|The WEF’s “Building back broader” asks its six Global Future Councils how to build back a more inclusive global economy. The to-do list will not surprise you: progressive fiscal policies, social protection and decent jobs, 21st century skills for all, more social justice, and public-private partnerships 2.0. The last chapter argues for more foresight in decision making (yes!) and identifies current “frontier risks” — ie risks that emerge at a frontier as technologies surface or human and societal forces shift (p.59). Three caught my attention because I have not read enough about them and should: the militarization of space, a permafrost methane release, and human-engineered pandemics.|
Last we heard from minority shareholder activism and sustainability it was not good news: Emmanuel Faber got kicked out of Danone. There is now a trend of such activists pushing for more sustainability in large companies. Jessica Camille Aguirre tells the story of “the little hedge fund taking down big oil”, or how Engine No1, a small investment firm managed to place two climate experts in the board of Exxon Mobil. Traditionally, activist investors have worked to influence the management of companies with the view to increase the value of companies’ stocks – to make money. The same strategy and tactics are increasingly used to have more positive impact on the planet. Watch this space.
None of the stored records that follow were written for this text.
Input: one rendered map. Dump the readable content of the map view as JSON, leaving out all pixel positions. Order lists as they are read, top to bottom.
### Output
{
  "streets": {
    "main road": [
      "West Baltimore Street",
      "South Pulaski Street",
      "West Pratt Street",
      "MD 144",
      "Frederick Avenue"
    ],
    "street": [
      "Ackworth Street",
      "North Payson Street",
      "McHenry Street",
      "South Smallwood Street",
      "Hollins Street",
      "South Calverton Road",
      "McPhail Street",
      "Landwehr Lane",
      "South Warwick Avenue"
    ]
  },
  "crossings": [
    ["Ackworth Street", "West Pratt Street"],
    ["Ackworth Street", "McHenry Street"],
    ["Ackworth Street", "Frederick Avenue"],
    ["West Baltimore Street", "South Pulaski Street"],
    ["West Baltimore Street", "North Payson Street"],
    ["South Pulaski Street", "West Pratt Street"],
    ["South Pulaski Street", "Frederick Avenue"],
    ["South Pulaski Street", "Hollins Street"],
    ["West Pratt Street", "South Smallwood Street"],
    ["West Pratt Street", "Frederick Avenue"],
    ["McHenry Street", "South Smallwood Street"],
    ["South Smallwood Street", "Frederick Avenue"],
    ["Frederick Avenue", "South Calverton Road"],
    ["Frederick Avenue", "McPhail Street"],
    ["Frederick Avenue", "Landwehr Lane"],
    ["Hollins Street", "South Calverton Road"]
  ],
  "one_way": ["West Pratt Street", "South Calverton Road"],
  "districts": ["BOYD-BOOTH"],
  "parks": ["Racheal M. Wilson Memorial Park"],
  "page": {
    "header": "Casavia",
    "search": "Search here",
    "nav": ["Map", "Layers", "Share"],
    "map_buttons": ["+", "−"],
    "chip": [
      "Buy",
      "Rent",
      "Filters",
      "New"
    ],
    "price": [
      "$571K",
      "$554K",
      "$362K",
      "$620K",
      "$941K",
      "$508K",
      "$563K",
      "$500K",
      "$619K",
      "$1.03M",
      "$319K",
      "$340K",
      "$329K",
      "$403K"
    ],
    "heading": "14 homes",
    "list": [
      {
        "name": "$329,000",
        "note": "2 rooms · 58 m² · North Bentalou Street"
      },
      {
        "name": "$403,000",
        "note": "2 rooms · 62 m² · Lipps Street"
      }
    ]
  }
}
The Pew Research Center shows that 61% of the public in OECD countries think that their country is more divided now than before the pandemic. This number goes down in the Asia-Pacific with Singapore, Taiwan and New Zealand feeling more united. To note that these optimistic countries are those with the lowest number of deaths and the best crisis management according to their populations.
Megan Rapinoe [34:55] thinks that “everybody should live in their full individuality. We live in a society that values individual over the greater good but we require that individual to fit in this tiny box of what we deem as a society acceptable.”